*** Opening of LISTED ENTRIES ***

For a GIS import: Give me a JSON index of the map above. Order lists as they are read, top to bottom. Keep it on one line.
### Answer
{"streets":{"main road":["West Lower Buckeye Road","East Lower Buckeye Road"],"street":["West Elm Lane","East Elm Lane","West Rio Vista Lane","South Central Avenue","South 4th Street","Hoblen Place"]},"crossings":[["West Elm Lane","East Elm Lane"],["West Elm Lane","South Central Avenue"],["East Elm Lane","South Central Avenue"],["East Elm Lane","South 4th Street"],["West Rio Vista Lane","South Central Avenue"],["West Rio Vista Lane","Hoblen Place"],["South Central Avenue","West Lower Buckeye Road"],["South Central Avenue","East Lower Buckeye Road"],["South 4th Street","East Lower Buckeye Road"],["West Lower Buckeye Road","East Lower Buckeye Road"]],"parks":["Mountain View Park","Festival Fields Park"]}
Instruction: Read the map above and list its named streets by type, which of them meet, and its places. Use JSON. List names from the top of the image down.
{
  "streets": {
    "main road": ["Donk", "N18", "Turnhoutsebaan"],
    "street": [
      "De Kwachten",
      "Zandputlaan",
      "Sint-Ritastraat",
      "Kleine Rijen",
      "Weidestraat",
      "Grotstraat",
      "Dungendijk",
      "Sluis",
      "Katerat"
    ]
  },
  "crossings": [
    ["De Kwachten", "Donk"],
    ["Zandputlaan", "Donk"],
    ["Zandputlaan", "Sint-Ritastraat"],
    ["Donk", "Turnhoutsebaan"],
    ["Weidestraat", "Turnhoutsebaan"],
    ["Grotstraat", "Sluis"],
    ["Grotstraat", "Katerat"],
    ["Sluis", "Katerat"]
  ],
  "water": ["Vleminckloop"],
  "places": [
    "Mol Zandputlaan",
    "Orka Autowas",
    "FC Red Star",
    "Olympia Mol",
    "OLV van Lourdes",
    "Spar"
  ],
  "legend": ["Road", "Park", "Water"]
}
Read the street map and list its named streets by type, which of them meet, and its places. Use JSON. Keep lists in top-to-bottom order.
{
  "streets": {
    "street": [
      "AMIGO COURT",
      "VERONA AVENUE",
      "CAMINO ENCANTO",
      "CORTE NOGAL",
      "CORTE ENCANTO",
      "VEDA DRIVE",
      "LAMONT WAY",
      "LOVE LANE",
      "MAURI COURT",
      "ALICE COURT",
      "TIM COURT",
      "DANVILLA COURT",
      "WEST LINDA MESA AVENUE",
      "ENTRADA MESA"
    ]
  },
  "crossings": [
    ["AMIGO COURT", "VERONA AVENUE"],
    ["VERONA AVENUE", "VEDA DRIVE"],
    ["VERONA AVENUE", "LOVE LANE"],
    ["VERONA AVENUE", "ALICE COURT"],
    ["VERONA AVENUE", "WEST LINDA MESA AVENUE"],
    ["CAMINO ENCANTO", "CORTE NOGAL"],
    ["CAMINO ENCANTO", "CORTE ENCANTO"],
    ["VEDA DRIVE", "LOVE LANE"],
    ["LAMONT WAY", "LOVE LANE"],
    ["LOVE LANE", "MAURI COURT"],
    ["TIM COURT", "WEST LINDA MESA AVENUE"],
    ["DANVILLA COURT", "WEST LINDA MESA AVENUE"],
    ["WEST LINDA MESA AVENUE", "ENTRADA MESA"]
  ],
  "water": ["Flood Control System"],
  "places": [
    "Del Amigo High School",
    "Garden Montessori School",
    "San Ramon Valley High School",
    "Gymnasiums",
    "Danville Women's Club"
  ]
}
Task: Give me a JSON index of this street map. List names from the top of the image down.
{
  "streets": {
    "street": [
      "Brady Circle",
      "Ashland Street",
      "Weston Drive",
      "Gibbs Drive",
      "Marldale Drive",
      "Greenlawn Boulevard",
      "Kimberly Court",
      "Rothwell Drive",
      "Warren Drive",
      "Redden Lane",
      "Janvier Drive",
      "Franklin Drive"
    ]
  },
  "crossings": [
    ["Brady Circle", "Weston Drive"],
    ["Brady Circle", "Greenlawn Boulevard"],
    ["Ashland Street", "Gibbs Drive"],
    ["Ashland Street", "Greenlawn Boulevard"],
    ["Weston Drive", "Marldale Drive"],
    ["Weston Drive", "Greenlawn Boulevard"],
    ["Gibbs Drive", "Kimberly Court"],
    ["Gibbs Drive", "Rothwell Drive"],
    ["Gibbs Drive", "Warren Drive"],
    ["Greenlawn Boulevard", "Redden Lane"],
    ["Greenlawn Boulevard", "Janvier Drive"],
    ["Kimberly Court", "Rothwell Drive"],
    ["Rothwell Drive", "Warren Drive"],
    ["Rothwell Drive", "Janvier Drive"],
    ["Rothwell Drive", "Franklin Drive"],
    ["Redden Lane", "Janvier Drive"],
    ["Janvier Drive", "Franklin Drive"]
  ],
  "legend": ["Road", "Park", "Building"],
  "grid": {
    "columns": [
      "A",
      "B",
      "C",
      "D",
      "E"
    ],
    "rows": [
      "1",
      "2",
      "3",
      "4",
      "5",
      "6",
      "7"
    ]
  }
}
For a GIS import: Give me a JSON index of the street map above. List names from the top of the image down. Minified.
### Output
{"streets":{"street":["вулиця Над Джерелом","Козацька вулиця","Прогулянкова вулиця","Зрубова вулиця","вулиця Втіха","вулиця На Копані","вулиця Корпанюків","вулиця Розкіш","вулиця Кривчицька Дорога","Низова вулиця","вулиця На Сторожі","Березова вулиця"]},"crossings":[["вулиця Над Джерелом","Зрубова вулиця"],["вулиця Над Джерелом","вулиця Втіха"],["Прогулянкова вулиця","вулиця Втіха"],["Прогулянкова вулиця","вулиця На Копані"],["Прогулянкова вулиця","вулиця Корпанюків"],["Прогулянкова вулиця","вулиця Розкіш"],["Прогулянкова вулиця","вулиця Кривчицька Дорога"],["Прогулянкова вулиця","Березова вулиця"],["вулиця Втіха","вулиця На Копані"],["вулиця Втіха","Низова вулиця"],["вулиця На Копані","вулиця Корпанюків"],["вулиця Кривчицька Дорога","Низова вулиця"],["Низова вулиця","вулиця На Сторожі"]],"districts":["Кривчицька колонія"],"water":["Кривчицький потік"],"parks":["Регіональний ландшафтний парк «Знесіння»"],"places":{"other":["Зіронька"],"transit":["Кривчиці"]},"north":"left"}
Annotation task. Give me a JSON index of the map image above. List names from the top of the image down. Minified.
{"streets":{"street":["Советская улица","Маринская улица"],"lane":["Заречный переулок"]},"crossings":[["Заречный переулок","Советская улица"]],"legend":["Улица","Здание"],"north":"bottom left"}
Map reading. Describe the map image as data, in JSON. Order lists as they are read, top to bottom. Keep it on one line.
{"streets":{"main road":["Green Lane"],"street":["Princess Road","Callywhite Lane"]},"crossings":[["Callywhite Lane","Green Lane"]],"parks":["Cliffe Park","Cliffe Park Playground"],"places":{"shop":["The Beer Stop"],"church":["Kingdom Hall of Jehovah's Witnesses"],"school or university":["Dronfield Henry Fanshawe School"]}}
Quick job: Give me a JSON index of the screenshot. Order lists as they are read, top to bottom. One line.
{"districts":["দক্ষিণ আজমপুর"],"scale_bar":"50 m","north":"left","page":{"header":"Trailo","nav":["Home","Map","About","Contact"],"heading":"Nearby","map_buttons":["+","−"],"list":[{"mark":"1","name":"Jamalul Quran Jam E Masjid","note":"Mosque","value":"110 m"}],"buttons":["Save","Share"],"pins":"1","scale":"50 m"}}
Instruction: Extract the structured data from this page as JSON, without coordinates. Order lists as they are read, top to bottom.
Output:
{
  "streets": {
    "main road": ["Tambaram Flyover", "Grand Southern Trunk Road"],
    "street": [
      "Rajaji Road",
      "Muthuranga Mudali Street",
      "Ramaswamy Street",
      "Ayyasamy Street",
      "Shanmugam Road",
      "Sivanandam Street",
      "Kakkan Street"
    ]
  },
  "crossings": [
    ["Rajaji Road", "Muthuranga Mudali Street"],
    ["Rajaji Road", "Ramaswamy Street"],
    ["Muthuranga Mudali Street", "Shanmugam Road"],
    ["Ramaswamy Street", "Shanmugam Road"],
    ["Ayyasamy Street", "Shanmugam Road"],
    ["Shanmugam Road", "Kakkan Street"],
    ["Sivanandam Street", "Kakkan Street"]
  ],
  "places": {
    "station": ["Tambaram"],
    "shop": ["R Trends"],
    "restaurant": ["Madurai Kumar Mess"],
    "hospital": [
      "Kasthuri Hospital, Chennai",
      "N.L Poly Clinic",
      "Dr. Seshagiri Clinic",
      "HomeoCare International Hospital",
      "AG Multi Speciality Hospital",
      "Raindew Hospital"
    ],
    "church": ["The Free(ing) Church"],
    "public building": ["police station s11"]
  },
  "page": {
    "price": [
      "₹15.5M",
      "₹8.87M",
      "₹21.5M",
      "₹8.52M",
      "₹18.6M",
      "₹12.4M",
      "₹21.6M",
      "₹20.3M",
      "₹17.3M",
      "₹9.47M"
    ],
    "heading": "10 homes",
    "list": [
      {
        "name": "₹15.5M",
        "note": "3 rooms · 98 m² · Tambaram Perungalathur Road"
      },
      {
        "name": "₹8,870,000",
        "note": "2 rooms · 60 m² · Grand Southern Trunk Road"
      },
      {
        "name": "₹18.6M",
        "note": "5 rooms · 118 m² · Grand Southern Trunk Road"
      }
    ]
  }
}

*** Close of LISTED ENTRIES ***

WHAT YOU NEED TO DO
Give the number of lines in the entries that hold the word "Trunk", and nothing else.

RESPONSE TO THE TASK
3